I owned a similar model that wasn't retractible and the blade would go rusty quickly and when it was in my toolbox, i'd always end up catching my finger on it. So I binned it and brought this model. A retractible knife to stop me from cutting myself and to hopefully keep the blade sharp and rust free!
It cost me £4.99 from B+Q and the replacement blades cost a few pounds but 12 months on and I haven't needed to replace mine.
+++Ease of replacing a blade+++
Really straight forward, the spare blades are kept inside the knife which can be accessed by removing the screw on the handle. From there you can swap the current blade.
+++What can it be used for?+++
Normally I use mine to cut plastic bags and wires but recently I had the job of replacing some carpet, out came my trusty Stanley Knife and away I went. It cuts through anything with ease
so you need to be careful and keep it away from kids!
A useful tool that everybody should own.
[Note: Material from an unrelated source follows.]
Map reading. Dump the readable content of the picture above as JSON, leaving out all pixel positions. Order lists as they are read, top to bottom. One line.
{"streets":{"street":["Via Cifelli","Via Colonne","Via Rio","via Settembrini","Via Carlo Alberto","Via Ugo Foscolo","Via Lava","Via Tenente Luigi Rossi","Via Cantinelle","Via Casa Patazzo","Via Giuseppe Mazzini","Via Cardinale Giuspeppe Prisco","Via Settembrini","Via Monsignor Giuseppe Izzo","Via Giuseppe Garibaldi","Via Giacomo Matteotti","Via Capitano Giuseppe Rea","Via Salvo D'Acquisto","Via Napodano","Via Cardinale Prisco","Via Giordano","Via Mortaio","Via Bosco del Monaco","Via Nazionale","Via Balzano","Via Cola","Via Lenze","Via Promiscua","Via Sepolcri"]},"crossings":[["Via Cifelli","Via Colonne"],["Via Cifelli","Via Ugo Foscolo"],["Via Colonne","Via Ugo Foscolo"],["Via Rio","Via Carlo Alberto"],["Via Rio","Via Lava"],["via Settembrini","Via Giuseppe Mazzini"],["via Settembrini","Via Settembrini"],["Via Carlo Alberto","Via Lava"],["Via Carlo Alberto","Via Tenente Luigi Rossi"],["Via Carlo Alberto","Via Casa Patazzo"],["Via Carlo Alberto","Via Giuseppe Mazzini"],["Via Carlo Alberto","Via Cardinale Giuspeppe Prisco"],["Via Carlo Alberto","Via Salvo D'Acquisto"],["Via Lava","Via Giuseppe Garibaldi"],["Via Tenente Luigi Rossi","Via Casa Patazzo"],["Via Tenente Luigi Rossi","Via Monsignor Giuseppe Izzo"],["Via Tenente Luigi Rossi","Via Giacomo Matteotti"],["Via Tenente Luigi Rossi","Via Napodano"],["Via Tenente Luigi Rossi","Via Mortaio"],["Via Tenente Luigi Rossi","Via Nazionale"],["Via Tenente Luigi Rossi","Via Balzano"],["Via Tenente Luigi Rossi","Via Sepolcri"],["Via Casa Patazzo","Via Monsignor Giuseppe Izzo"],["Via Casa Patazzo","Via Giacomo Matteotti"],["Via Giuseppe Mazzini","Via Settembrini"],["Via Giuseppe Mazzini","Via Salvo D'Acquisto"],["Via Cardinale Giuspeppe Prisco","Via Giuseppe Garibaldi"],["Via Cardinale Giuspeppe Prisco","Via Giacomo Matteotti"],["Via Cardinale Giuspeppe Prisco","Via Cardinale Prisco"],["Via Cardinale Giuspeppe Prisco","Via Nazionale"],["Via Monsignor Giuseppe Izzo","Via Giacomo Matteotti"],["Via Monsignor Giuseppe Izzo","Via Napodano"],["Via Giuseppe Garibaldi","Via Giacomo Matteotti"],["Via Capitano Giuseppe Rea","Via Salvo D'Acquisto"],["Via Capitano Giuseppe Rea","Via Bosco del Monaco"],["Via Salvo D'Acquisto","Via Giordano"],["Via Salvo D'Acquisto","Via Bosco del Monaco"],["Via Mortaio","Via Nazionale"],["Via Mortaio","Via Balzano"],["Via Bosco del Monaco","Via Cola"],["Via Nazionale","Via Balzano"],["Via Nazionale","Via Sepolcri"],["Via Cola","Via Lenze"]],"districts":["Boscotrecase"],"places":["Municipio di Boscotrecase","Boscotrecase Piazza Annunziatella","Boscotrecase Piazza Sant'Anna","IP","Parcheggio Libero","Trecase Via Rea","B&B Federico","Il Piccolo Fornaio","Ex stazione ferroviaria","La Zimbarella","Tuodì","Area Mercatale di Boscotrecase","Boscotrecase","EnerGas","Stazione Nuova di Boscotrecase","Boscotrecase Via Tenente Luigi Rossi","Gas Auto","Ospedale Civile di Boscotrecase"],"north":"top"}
For £5, it has so many uses and makes many jobs much easier. The fact that it is retractable keeps my blades sharp and my hands in one piece.
Surely everybody has used a 'stanley knife' at some point. So celebrated is the stanley knife, that it has become much more than the brand, it is the term used commonly worldwide to describe a basic retracting utility knife.
I can't imagine there are many toolboxes that don't contain a Stanley knife, or a cheaper branded version.
This genuine 'Stanley' knife has a retractable blade for safety, it is very comfortable to hold, and it fits easily into a pocket.
It's as solid as any knife I've ever used. The shape of the knife is perfect to grip tightly, enabling the user to apply more pressure if neccessary in order to cut through thicker material.
I bought mine about a year ago and I think it cost about £5, and came with a couple of spare blades, which can be kept inside the knife unit. Extra blades can be purchased in packs of 10, though I usually go for a cheaper version of the blades at around £1-£1.50 for 10. The casing of the knife is held together by a single screw, which is easily removed in order to change the blade as required.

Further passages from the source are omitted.